Global Guarantees for Enforcing Deep Generative Priors by Empirical Risk

Global Guarantees for Enforcing Deep Generative Priors by Empirical Risk

Paul Hand   and Vladislav Voroninski Both authors contributed equallyDepartment of Computational and Applied Mathematics, Rice University, Houston, TXHelm.ai, Menlo Park, CA
Abstract

We examine the theoretical properties of enforcing priors provided by generative deep neural networks via empirical risk minimization. In particular we consider two models, one in which the task is to invert a generative neural network given access to its last layer and another which entails recovering a latent code in the domain of a generative neural network from compressive linear observations of its last layer. We establish that in both cases, in suitable regimes of network layer sizes and a randomness assumption on the network weights, that the non-convex objective function given by empirical risk minimization does not have any spurious stationary points.
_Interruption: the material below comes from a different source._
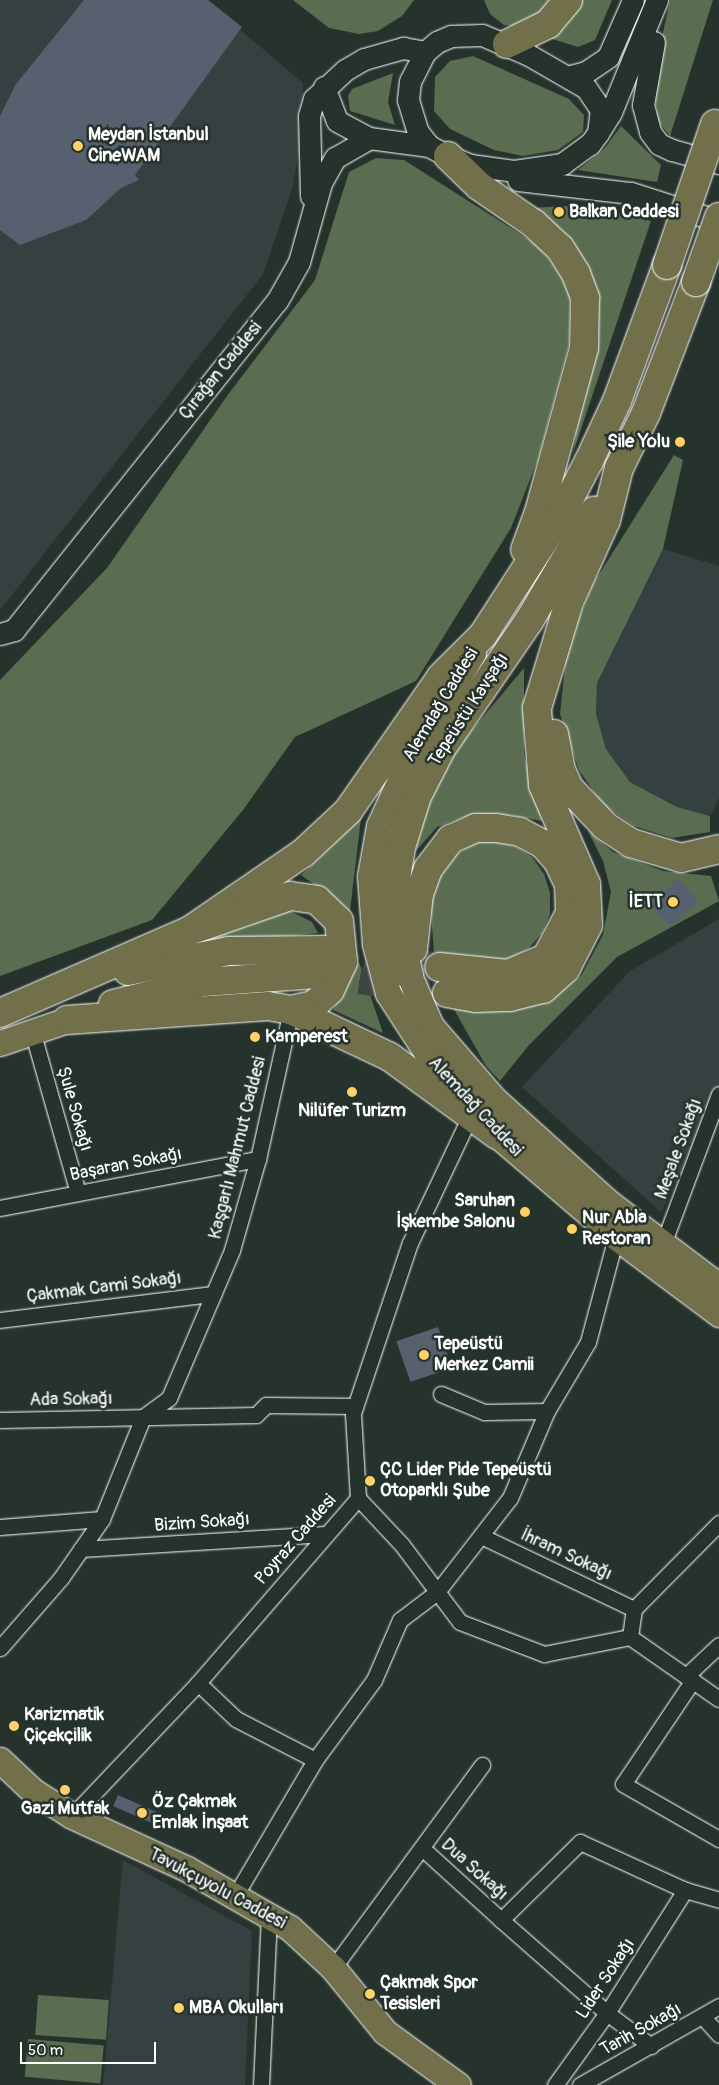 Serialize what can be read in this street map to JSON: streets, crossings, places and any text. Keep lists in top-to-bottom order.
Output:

That is, we establish that with high probability, at any point away from small neighborhoods around two scalar multiples of the desired solution, there is a descent direction. These results constitute the first theoretical guarantees which establish the favorable global geometry of these non-convex optimization problems, and bridge the gap between the empirical success of deep learning and a rigorous understanding of non-linear inverse problems.

1 Introduction

Exploiting the structure of natural signals and images has proven to be a fruitful endeavor across many domains of science. Breaking with the dogma of the Nyquist sampling theorem, which stems from worst-case analysis, Candes and Tao, and Donoho [8, 10], provided a theory and practice of compressed sensing (CS), which exploits the sparsity of natural signals to design acquisition strategies whose sample complexity is on par with the sparsity level of the signal at hand. On a practical level, compressed sensing has lead to significant reduction in the sample complexity of signal acquisition of natural images, for instance speeding up MRI imaging by a factor of 10. Beyond MRI, compressed sensing has impacted many if not all imaging sciences, by providing a general tool to exploit the parsimony of natural signals to improve acquisition speed, increase SNR and reduce sample complexity. CS has also lead to the development of the fields of matrix completion [7], phase retrieval, [9, 6] and several other subfields [1] which analogously exploit the sparsity of singular values of low rank matrices as well as sparsity in some basis.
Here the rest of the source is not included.